There will be plenty for current football fans to admire, from the shirt that referee Howard Webb wore in the 2010 World Cup final, to recent photographs in Stuart Roy Clarke’s Homes of Football exhibition. But it is the varied historical collections and extensive archive that give this Museum its significance. Amongst these are the collections of the UEFA Library, the Football Association, the Football League, the Littlewood Pools and the FIFA Collection. The last is apparently the finest single collection of football memorabilia, assembled by the late journalist and football fan, Harry Langton (1929-2000). There are also trophies, medals, caps and other memorabilia from two of the founders of the Football League, Bolton Wanderers and Preston North End.

Perhaps the most interesting items for social and family historians are those of the People’s Collection. Comprised of over 6000 objects and ephemera donated by members of the public, the collection features magazines, trophies, player contracts, programmes, song sheets, cigarette cards, scarves, autograph books and tickets. The Museum welcomes enquiries from family historians and has a dedicated web page for genealogy research: http://www.nationalfootballmuseum.com/collections/family-history/ I was particularly excited to note that the Museum is digitising some of the FA and Football League records in their collections and look forward to hearing more on this over the next year.

I have a personal interest in football history as my great grandfather’s cousin, Joe Smith (1889-1971), was one of the best professional footballers of his generation. He is second only to the legendary Nat Lofthouse as Bolton’s top goalscorer, and his 38 goals in season 1920/21 remain a club record. I first heard about him as a child when my grandmother claimed that she drank out of the FA Cup after one Joe’s FA Cup wins in the 1920s (Bolton won in both 1923 and 1926). Grandma always swore that this was true, but I’d love to have proof. Perhaps it’s hiding somewhere in the Museum’s archive . . .
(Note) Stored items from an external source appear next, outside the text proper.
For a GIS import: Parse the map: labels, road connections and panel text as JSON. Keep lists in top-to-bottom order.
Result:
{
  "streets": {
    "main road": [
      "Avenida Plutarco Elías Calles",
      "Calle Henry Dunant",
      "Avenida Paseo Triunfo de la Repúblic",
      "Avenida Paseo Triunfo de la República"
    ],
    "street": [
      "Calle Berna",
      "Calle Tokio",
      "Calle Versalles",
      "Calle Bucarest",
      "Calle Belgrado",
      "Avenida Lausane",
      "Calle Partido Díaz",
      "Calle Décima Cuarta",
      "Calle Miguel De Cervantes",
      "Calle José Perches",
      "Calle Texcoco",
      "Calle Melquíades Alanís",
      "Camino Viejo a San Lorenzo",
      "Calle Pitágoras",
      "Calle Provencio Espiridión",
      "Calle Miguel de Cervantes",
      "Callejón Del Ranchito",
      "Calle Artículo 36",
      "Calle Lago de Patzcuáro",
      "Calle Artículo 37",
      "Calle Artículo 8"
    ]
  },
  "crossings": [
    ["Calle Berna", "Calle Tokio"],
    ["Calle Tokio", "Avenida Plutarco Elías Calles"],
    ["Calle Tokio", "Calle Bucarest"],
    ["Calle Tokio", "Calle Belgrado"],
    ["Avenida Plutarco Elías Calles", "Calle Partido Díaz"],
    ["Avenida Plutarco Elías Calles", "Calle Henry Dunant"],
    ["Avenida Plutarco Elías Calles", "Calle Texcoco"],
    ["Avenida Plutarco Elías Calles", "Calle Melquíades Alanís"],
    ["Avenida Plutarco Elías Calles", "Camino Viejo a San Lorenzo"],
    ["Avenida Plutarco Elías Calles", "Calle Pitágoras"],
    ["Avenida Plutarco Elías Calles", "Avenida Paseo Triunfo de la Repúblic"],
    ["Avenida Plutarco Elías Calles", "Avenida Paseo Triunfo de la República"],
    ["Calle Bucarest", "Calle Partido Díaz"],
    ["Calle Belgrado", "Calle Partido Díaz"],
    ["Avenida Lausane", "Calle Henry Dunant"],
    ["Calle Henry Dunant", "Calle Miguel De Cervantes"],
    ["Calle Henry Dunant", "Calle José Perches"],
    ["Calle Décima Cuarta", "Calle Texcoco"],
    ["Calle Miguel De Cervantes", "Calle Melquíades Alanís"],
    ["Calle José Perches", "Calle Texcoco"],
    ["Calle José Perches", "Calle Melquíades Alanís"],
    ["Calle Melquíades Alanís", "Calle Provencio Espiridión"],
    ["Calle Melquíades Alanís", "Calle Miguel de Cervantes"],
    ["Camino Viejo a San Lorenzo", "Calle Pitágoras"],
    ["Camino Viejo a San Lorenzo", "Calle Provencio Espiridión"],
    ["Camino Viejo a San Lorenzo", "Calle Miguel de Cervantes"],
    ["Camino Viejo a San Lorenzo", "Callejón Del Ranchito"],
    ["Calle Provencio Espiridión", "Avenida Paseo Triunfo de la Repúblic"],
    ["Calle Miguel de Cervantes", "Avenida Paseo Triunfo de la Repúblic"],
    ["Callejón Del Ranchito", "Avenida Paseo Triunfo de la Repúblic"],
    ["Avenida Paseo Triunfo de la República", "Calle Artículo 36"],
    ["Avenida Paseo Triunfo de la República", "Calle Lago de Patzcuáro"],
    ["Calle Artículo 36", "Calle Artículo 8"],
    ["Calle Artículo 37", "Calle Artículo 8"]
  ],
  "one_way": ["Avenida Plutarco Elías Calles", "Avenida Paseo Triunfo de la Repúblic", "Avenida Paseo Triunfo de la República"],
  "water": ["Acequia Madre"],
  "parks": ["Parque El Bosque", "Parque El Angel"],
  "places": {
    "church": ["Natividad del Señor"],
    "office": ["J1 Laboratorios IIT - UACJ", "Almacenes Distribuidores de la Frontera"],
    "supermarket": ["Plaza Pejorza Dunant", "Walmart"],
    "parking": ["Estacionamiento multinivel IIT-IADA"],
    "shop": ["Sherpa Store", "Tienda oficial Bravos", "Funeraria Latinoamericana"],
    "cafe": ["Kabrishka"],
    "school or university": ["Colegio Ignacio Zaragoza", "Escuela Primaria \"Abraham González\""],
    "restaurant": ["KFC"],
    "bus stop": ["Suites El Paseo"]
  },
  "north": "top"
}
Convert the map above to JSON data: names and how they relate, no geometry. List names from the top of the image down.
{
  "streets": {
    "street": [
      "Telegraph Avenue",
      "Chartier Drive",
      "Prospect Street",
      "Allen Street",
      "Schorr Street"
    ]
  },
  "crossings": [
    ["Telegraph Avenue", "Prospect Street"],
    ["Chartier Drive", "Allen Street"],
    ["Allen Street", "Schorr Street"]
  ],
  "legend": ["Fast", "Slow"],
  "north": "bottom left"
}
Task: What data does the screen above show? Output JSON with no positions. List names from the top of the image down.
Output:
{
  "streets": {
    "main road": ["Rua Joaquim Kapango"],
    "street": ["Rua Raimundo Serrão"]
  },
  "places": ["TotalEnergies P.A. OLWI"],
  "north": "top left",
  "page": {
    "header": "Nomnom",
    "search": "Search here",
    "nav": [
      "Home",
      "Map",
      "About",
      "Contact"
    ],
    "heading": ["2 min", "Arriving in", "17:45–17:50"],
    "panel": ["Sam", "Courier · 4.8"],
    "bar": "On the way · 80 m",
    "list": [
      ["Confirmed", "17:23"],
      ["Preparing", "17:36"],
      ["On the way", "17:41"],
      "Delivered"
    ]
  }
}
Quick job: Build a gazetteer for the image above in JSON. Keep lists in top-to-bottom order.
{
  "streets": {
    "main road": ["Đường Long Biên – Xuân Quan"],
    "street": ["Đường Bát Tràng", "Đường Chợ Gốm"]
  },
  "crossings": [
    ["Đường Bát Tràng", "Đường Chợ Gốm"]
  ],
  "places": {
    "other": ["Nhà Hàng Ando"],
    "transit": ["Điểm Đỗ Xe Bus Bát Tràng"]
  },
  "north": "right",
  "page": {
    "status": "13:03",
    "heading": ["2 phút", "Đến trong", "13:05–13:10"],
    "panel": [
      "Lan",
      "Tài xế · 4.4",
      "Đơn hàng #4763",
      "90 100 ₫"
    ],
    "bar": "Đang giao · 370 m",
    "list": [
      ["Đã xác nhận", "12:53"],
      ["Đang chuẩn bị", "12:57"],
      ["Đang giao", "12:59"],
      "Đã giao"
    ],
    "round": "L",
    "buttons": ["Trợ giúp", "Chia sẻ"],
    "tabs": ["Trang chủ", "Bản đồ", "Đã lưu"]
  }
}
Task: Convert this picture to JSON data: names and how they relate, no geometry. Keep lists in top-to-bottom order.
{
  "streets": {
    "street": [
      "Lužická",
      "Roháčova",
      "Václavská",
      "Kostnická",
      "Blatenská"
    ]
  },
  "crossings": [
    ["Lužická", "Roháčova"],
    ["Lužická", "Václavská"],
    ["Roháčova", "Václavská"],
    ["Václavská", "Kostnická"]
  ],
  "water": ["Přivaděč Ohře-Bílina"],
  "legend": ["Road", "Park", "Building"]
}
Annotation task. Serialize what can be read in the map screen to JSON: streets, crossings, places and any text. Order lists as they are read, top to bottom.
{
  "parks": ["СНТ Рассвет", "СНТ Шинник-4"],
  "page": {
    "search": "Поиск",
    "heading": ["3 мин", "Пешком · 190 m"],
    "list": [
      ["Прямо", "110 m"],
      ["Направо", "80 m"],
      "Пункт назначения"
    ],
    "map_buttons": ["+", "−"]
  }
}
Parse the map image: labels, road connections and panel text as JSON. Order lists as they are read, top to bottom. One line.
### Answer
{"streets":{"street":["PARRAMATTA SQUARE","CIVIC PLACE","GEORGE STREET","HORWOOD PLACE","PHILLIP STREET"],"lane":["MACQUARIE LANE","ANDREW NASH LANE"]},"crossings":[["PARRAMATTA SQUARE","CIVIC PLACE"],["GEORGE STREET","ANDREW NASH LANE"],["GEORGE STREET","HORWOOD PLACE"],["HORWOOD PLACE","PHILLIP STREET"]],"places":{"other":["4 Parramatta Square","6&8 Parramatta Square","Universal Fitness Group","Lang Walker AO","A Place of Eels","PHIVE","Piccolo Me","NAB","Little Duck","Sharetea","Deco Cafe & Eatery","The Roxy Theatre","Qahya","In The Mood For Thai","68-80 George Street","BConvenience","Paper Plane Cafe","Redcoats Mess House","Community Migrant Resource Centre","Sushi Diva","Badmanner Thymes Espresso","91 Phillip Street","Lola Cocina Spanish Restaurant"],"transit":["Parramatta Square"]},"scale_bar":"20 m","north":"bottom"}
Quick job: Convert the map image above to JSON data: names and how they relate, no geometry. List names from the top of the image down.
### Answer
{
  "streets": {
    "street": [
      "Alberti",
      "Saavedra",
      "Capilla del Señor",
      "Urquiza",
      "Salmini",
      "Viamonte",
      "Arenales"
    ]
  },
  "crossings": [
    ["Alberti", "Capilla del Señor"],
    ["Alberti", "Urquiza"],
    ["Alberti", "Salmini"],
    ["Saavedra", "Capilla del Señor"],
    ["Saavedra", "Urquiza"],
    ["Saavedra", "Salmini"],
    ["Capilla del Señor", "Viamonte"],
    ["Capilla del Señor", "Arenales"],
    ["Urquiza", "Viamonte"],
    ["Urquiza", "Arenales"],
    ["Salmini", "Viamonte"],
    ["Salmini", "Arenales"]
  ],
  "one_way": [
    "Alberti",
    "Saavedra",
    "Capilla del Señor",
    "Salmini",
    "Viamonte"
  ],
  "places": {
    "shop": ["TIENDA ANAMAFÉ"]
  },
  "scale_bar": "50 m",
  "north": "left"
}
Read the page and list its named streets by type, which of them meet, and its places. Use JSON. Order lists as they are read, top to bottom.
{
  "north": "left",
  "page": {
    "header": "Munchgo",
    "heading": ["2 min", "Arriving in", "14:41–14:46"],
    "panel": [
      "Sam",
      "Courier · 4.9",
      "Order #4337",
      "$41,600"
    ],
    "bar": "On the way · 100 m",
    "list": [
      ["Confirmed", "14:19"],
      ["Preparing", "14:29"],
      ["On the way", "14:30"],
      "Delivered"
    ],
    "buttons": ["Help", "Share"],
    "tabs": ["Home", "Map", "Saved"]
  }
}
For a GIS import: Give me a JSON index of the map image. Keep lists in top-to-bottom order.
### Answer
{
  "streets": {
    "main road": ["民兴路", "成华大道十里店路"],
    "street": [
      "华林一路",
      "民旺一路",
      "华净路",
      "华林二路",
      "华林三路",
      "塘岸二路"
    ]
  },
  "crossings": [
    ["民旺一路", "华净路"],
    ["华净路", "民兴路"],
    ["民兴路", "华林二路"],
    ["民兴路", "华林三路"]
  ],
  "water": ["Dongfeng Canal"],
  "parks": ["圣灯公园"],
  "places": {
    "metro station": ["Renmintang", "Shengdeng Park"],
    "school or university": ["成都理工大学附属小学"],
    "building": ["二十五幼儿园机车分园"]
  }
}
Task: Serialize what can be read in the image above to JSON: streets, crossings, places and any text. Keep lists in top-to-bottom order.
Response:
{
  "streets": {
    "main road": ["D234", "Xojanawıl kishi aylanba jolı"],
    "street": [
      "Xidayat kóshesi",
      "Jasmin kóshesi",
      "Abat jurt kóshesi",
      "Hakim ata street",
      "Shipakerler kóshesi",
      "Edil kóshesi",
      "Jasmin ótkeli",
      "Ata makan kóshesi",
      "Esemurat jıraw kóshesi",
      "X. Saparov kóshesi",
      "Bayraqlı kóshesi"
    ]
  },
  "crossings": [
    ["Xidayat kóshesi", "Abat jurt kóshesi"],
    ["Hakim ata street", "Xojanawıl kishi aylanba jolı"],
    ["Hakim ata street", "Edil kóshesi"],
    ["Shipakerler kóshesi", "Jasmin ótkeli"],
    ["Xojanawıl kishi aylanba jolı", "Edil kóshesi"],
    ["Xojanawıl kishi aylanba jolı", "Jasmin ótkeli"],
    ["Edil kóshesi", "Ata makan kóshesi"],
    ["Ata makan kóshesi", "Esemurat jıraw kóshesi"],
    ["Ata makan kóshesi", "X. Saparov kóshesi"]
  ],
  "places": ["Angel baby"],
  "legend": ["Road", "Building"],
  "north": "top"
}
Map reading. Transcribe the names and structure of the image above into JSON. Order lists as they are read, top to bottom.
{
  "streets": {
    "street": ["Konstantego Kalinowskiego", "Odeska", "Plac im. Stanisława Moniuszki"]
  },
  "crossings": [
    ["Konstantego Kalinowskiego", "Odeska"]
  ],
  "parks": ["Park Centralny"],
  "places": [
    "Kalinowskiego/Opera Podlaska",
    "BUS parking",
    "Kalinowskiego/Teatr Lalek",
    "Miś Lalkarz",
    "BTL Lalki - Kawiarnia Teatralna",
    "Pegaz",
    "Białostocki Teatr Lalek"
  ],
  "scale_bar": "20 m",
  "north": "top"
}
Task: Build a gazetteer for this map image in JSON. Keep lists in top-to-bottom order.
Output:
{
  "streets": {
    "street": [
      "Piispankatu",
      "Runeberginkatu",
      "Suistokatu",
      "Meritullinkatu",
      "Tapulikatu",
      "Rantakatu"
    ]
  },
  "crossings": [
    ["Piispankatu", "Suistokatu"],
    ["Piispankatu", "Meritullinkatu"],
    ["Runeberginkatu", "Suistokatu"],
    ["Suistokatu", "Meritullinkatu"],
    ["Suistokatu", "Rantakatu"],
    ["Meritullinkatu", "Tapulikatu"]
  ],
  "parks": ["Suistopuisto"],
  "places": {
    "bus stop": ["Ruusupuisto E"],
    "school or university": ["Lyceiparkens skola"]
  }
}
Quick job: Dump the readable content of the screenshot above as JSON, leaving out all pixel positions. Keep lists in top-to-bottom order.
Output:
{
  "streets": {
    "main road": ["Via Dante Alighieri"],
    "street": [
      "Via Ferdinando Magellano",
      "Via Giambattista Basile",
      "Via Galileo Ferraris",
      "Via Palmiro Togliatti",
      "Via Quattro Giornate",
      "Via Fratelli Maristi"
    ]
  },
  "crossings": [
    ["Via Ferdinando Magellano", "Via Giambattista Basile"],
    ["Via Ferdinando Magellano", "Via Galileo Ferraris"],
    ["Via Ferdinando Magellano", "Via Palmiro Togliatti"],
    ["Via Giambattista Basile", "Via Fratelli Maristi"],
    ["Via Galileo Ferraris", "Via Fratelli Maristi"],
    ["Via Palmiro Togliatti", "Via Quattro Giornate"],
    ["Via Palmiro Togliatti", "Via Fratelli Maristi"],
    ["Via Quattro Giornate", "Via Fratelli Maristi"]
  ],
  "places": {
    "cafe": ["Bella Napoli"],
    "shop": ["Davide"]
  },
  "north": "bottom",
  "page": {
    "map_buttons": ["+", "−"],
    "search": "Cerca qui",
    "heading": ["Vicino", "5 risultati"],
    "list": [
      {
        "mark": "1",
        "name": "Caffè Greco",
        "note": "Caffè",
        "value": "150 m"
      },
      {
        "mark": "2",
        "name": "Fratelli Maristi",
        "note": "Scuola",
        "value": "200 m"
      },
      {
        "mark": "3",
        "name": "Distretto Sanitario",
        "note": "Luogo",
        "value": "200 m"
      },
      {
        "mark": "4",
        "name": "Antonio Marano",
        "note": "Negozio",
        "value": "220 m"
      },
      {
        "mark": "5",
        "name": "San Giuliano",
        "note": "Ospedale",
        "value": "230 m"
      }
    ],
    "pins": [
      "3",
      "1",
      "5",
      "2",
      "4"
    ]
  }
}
emmie-gertrude-billingham-1920s.jpg Grandma in the 1920s

Joe Smith signed for Bolton in 1908 when he was just 18, having begun his career as an amateur at his local team of Newcastle St Lukes. He was capped for England five times. After retiring as a player, he managed Blackpool FC, guiding them to a tight 4-3 win over his old club, Bolton, in the celebrated FA Cup final of 1953. This final is also known as the Matthews Final, in tribute to the outstanding performance of  Stanley Matthews.

Joe Smith  Joe Smith

Today, in this age of astronomical wages and accusations of clubs buying titles, my favourite Joe Smith anecdote centres on his early years. Joe’s father, Joseph (1856-1914) and his sister (my great great grandmother), Sarah, grew up in the industrial Black Country. Joseph went on to work in the hot and dangerous iron industry as a puddler, whilst his wife, Rosina, raised their three sons in a four-roomed house in Newcastle under Lyme. When my sons pester me to buy them aero dynamic balls or the latest kit, I remind them that their ancestor became a footballing legend by practising in the local streets, kicking rag balls made by his mother:

I used to volley balls into the net from a few feet off the floor. I was deadly with them. And do you know how I developed that? When I was a junior, my mother used to make rag balls for my brother [Phillip Smith, also a professional footballer] and I. We couldn’t afford a real ball.
We used to play against a wall, and kick from the street, about twenty yards out. Quite a few people used to watch us every time we went there. My mother could make a decent ‘ball’ with stockings, and fill it up with rags. We’d chuck it out of the hand, and you’d have to volley it before it dropped to the floor. We didn’t dribble with it. It was just for chucking out, just for shooting. That’s how I developed my goal-scoring.

  (as told the Blackpool FC’s chronicler, Robin Daniels).

With thanks to my (and Joe Smith’s) cousins, Adrian Sherlock and Lynn Smith.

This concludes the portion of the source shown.